*LISTED RECORDS*
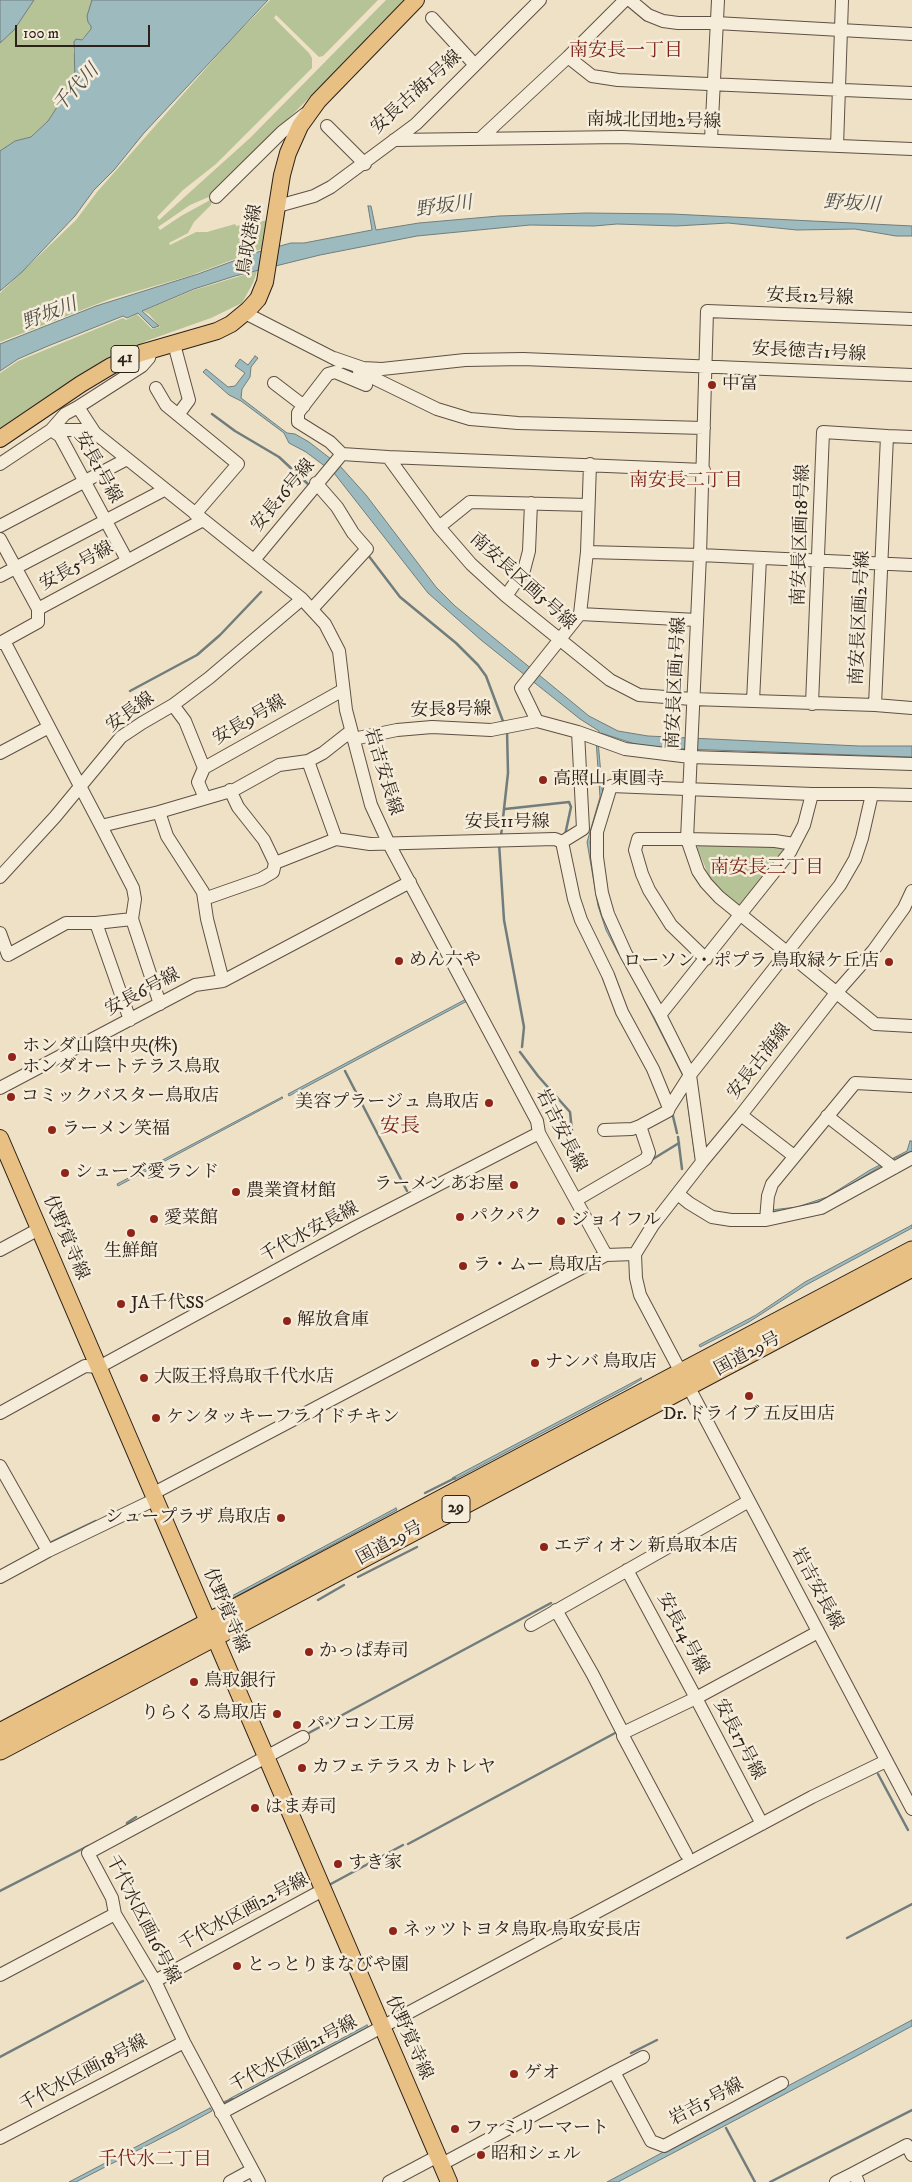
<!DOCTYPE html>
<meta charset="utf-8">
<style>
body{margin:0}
#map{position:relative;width:912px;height:2182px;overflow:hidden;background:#efe1c6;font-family:"IM FELL DW Pica",serif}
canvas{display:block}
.scale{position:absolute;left:15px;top:25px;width:135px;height:22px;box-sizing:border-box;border:2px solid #2d2119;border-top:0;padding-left:6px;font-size:15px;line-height:18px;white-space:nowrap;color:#2d2119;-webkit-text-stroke:4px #f5ecda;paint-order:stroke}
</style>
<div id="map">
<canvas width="912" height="2182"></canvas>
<div class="scale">100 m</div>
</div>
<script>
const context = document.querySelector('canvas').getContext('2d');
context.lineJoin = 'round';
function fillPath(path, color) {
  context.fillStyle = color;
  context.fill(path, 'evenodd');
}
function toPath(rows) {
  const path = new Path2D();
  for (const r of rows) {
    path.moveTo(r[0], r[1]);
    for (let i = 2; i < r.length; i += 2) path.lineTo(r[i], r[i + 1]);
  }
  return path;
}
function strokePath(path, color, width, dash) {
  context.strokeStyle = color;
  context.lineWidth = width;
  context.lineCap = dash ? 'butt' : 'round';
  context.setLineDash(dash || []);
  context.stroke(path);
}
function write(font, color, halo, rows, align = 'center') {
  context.font = font + ' "IM FELL DW Pica","Noto Serif JP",serif';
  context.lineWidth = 5;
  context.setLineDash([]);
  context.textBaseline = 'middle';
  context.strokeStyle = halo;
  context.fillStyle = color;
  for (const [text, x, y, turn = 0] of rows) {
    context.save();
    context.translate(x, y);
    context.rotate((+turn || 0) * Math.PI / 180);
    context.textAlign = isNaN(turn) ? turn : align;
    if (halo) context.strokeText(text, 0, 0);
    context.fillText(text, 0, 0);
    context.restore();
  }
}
fillPath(toPath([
 [34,0,92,0,91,29,73,49,75,61,75,80,48,121,31,137,15,141,0,151,0,43,14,30],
 [270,0,378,0,323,56,319,57,276,15,274,18,309,53,312,58,312,68,216,164,183,190,157,217,159,220,250,138,386,0,407,0,211,196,190,205,158,227,160,230,181,216,212,199,211,205,194,222,188,233,169,243,170,245,196,232,207,232,235,224,236,226,268,220,262,249,189,276,110,299,0,342,0,293,76,220,97,192,229,42],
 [257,271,253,283,242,303,211,318,146,341,124,353,0,434,0,373,18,361,123,318,126,320,137,314,152,329,160,327,149,314,143,311,194,290],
 [700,843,786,846,788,849,744,905,737,905,719,890,710,878,697,848]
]), '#b6c397');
const water = toPath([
 [0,0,34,0,14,30,0,43,0,0],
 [92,0,268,0,144,133,114,170,94,190,75,216,22,272,0,291,0,151,15,141,31,137,48,121,75,80,74,42,76,39,82,40,91,29,91,26,88,22,87,16,92,0],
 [368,206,371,206,376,230,419,223,499,216,586,213,672,214,912,226,912,236,896,236,855,229,797,230,728,223,676,226,617,224,594,226,530,225,417,236,320,255,235,276,194,289,142,311,159,326,153,328,138,313,127,318,123,316,48,346,18,359,0,371,0,344,96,306,198,274,258,252,291,243,304,243,372,230,368,206],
 [255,356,258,358,251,367,250,377,242,389,241,398,287,433,295,434,309,442,340,466,366,495,436,587,455,606,589,716,618,731,648,736,859,746,912,746,912,757,656,748,635,744,601,733,599,736,599,731,580,719,481,640,428,593,334,473,306,452,289,443,284,433,241,401,229,395,203,372,206,369,228,387,235,386,245,373,235,366,240,359,248,365,255,356],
 [596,740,598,741,603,797,590,842,595,878,686,1077,695,1157,684,1078,628,968,618,953,606,930,598,906,587,842,600,797,596,740],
 [468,998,469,1000,289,1096,288,1094,468,998],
 [282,1097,283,1098,118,1186,117,1184,282,1097],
 [910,1141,912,1141,912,1151,891,1160,827,1199,796,1209,771,1212,771,1210,797,1207,827,1197,870,1170,907,1151,910,1141],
 [912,1225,912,1228,806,1285,749,1322,700,1347,699,1345,756,1315,805,1282,912,1225],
 [641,1378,642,1379,627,1388,454,1480,452,1478,641,1378],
 [396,1508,397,1510,231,1599,230,1597,396,1508],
 [912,2020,912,2026,855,2057,618,2182,607,2182,912,2020],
 [367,2025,369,2028,230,2102,229,2099,367,2025],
 [210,2108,212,2111,177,2130,76,2182,69,2182,210,2108]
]);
fillPath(water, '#9dbbbe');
strokePath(water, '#707d7c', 1);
strokePath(toPath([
 [212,414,235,431,279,457,309,485],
 [368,555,400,597,456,643,478,665,486,676,504,724],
 [130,691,197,655,220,635,261,592],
 [505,809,569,802,571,807,565,835],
 [501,836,508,773,507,730],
 [499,843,504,920,524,1027,522,1047],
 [520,1052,538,1076,570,1112,572,1131],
 [345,1071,407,1191],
 [672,1112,677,1133],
 [678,1137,682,1169],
 [653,1159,679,1143],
 [425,1493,455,1478],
 [52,1542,96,1521],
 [358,1577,417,1547],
 [318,1600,344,1585],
 [305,1735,551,1603],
 [878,1774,908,1830],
 [127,1823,136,1817],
 [408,1844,617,1732],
 [329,1885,403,1845],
 [0,1891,88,1846],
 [847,1938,912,1904],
 [631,2053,657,2040],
 [0,2057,143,1981],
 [221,2104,232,2099],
 [726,2128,755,2182],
 [770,2182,912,2110]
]), '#707d7c', 2.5);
const minor = toPath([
 [630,0,648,15,663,21,678,23,716,23,912,34],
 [432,18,475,65],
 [568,57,592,76,618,80,912,93],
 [327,126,365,164],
 [481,138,568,57,625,0],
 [394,140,622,137,912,149],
 [711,140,718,0],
 [837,146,842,0],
 [216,197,282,132,305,114],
 [278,206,314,196,331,187,416,124,540,0],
 [245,313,341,362],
 [174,344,189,400,178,415],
 [334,358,363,368,382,369,465,360,523,359,912,375],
 [359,371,437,409,470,419,518,423,704,428],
 [274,383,304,406],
 [366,385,335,372,328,374,298,413,298,422,330,442,342,454,388,457],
 [156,388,166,405,238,464,195,514],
 [78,407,142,366,149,358,151,350],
 [95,433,78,407,65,414,51,430,60,436,127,560],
 [0,464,51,430,83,430,95,433,302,599,325,624,339,651,346,710,371,805,389,844,537,1121,539,1133,606,1255,635,1254],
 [704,470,388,457,439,527,471,564,506,596,610,680,639,695,692,699,875,705,887,436,912,437],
 [0,526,127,459],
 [439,527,470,502,588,505],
 [0,539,38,609,203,520],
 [587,552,700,555,707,311,912,319],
 [254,560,342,454],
 [912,565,700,555,687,839,698,871,706,883,719,897,875,1024,912,1026],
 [0,576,164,490],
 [506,596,524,570,529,551,531,503],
 [312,609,367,549,353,533,337,507,316,483],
 [580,614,697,620],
 [4,641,49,727],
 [0,643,38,622,38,609],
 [753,701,760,558],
 [812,704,823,432,887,436],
 [173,705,185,721,204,768],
 [875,705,912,708],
 [537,721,521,688,580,614,587,552,590,464],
 [578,732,625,749,690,757,912,764],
 [353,739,397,730,432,727,491,730,537,721,578,732,583,829,562,842],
 [0,753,49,727,101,826,159,812,234,790,279,765,308,761,323,753,351,731],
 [308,761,336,839,370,844,555,839,562,842,574,899,581,920,608,975,622,1012,653,1069,669,1108,668,1111,640,1126,649,1153,646,1159,576,1200],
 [611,786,812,794,872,794,862,838,855,859,840,885,690,1075,660,1015,626,954,608,914,602,893,597,857,597,832,611,786],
 [230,790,238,807,264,840,275,863],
 [872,794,912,795],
 [205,798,198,782,204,768,343,690],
 [101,826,133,888,135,899,132,919,160,1004],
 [0,877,55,817,121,737,142,723,173,705,209,678,302,599],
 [204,899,261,879,273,872,275,863,336,839],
 [96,923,132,919],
 [0,933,8,955,66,923,96,923,130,1020],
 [706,959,671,925,649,890,642,874,635,850,638,839,687,839,775,841,794,844],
 [223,981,410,882],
 [660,1015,790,852,804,825,812,794],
 [690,1075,702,1162],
 [0,1088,195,985,223,981,207,919,203,892,167,836,159,812],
 [669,1108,690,1075],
 [741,1115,794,1156],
 [827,1116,894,1168],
 [604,1130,632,1129,640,1126],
 [678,1194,689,1203,712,1217,731,1220,766,1220,821,1208,912,1158],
 [766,1220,768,1196,772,1184,855,1083,912,1086],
 [0,1250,39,1229],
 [635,1254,636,1278,640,1295,912,1809],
 [635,1254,653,1225,702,1162,741,1115,836,993,873,951,904,908,912,891],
 [0,1413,85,1366,99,1367,356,1227,539,1133],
 [0,1466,48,1551],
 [154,1493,606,1255],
 [627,1570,696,1698,818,1632],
 [0,1577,48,1551,156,1499],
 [556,1610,593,1675,623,1733,623,1736,686,1854],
 [531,1625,749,1501],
 [623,1733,696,1698,762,1824],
 [0,1975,115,1914],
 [155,1981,323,1890],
 [614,2072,643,2057],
 [221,2113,812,1797,886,1761],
 [0,2138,184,2042],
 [442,2164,614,2072,651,2141,664,2146,782,2083],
 [230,2182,252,2170],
 [259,2182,184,2042,155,1981,115,1914,112,1898,88,1853,303,1737],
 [389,2182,438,2156],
 [836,2182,854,2173],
 [858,2182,854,2173,907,2145,912,2155]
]);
const major = toPath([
 [0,439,81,384,111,366,141,353,217,331,231,324,248,310,258,299,265,282,282,175,288,153,300,126,318,101,416,0],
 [0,1138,449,2182]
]);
const highway = toPath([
 [0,1733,912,1251],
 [0,1750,912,1267]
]);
strokePath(minor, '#5e5144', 14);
strokePath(major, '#2d2119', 18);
strokePath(highway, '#2d2119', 21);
strokePath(minor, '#f5ecda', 12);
strokePath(major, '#e8c083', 16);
strokePath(highway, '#e8c083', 19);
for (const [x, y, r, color] of [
 [712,385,5,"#8f2418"],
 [543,780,5,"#8f2418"],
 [399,961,5,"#8f2418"],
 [889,962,5,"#8f2418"],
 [12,1057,5,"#8f2418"],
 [11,1097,5,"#8f2418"],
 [489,1103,5,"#8f2418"],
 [52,1130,5,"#8f2418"],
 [65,1173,5,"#8f2418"],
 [514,1185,5,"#8f2418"],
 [236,1192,5,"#8f2418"],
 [460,1217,5,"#8f2418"],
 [154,1219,5,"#8f2418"],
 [561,1221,5,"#8f2418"],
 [131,1233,5,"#8f2418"],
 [463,1266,5,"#8f2418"],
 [121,1304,5,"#8f2418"],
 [287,1321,5,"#8f2418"],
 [535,1363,5,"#8f2418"],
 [144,1378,5,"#8f2418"],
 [749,1396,5,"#8f2418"],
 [156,1418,5,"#8f2418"],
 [281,1518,5,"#8f2418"],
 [544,1547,5,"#8f2418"],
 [309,1652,5,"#8f2418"],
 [194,1682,5,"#8f2418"],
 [277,1714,5,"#8f2418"],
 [297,1725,5,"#8f2418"],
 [302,1768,5,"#8f2418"],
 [255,1808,5,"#8f2418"],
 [338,1864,5,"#8f2418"],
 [393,1931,5,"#8f2418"],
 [237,1966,5,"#8f2418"],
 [514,2074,5,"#8f2418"],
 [455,2129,5,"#8f2418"],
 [481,2155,5,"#8f2418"]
]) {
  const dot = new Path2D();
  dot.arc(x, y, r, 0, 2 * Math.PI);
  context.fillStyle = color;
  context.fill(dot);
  strokePath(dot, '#f5ecda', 2);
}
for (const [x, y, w] of [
 [125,359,28],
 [456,1509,28]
]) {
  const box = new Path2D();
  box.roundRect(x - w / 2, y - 13.5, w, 27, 4);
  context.fillStyle = '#f5ecda';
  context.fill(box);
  strokePath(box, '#2d2119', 1);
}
write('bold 16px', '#2d2119', null, [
 ["41",125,359],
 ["29",456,1509]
]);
write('18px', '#2d2119', '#f5ecda', [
 ["安長古海1号線",417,93,-42],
 ["南城北団地2号線",654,122,1],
 ["鳥取港線",251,240,-80],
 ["安長12号線",810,298,2],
 ["安長徳吉1号線",809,353,3],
 ["安長1号線",97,468,61],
 ["安長16号線",284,496,-50],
 ["南安長区画18号線",802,535,-88],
 ["安長5号線",77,567,-29],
 ["南安長区画5号線",522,582,42],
 ["南安長区画2号線",861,618,-87],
 ["南安長区画1号線",677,683,-87],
 ["安長8号線",451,711,-1],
 ["安長線",131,713,-36],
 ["安長9号線",250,721,-30],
 ["岩吉安長線",382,772,73],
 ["安長11号線",507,823],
 ["安長6号線",143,993,-28],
 ["安長古海線",760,1062,-52],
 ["岩吉安長線",560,1131,63],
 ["千代水安長線",310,1233,-28],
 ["伏野覚寺線",65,1238,67],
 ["国道29号",748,1355,-28],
 ["国道29号",390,1544,-28],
 ["岩吉安長線",816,1589,62],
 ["伏野覚寺線",225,1611,67],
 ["安長14号線",682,1634,62],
 ["安長17号線",738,1740,62],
 ["千代水区画22号線",244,1913,-28],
 ["千代水区画16号線",142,1920,63],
 ["伏野覚寺線",408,2038,66],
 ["千代水区画21号線",294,2055,-28],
 ["千代水区画18号線",84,2074,-28],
 ["岩吉5号線",707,2103,-28]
]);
write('18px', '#2d2119', '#f5ecda', [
 ["中富",722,385],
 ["高照山 東圓寺",553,780],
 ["めん六や",409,961],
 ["ローソン・ポプラ 鳥取緑ケ丘店",879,962,"right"],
 ["ホンダ山陰中央(株)",22,1047],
 ["ホンダオートテラス鳥取",22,1068],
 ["コミックバスター鳥取店",21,1097],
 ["美容プラージュ 鳥取店",479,1103,"right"],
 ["ラーメン笑福",62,1130],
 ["シューズ愛ランド",75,1173],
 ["ラーメン あお屋",504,1185,"right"],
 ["農業資材館",246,1192],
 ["パクパク",470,1217],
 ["愛菜館",164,1219],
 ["ジョイフル",571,1221],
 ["生鮮館",131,1252,"center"],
 ["ラ・ムー 鳥取店",473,1266],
 ["JA千代SS",131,1304],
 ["解放倉庫",297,1321],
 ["ナンバ 鳥取店",545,1363],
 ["大阪王将鳥取千代水店",154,1378],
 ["Dr.ドライブ 五反田店",749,1415,"center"],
 ["ケンタッキーフライドチキン",166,1418],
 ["シュープラザ 鳥取店",271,1518,"right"],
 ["エディオン 新鳥取本店",554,1547],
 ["かっぱ寿司",319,1652],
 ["鳥取銀行",204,1682],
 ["りらくる鳥取店",267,1714,"right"],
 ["パソコン工房",307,1725],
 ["カフェテラス カトレヤ",312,1768],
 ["はま寿司",265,1808],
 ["すき家",348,1864],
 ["ネッツトヨタ鳥取 鳥取安長店",403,1931],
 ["とっとりまなびや園",247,1966],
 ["ゲオ",524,2074],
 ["ファミリーマート",465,2129],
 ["昭和シェル",491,2155]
], 'left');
write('19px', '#7a1f14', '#f5ecda', [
 ["南安長一丁目",626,52],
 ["南安長二丁目",686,482],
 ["南安長三丁目",767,869],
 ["千代水二丁目",155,2161]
]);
write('italic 19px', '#4f4f4b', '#f5ecda', [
 ["千代川",77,89,-47],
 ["野坂川",852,205,3],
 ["野坂川",444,208,-8],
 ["野坂川",50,315,-21]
]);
write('20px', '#7a1f14', '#f5ecda', [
 ["安長",400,1128]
]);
</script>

*TASK OBJECTIVE*
Every line above that holds the word "halo" needs to be copied.

*SOLUTION TO THIS TASK*
function write(font, color, halo, rows, align = 'center') {
  context.strokeStyle = halo;
    if (halo) context.strokeText(text, 0, 0);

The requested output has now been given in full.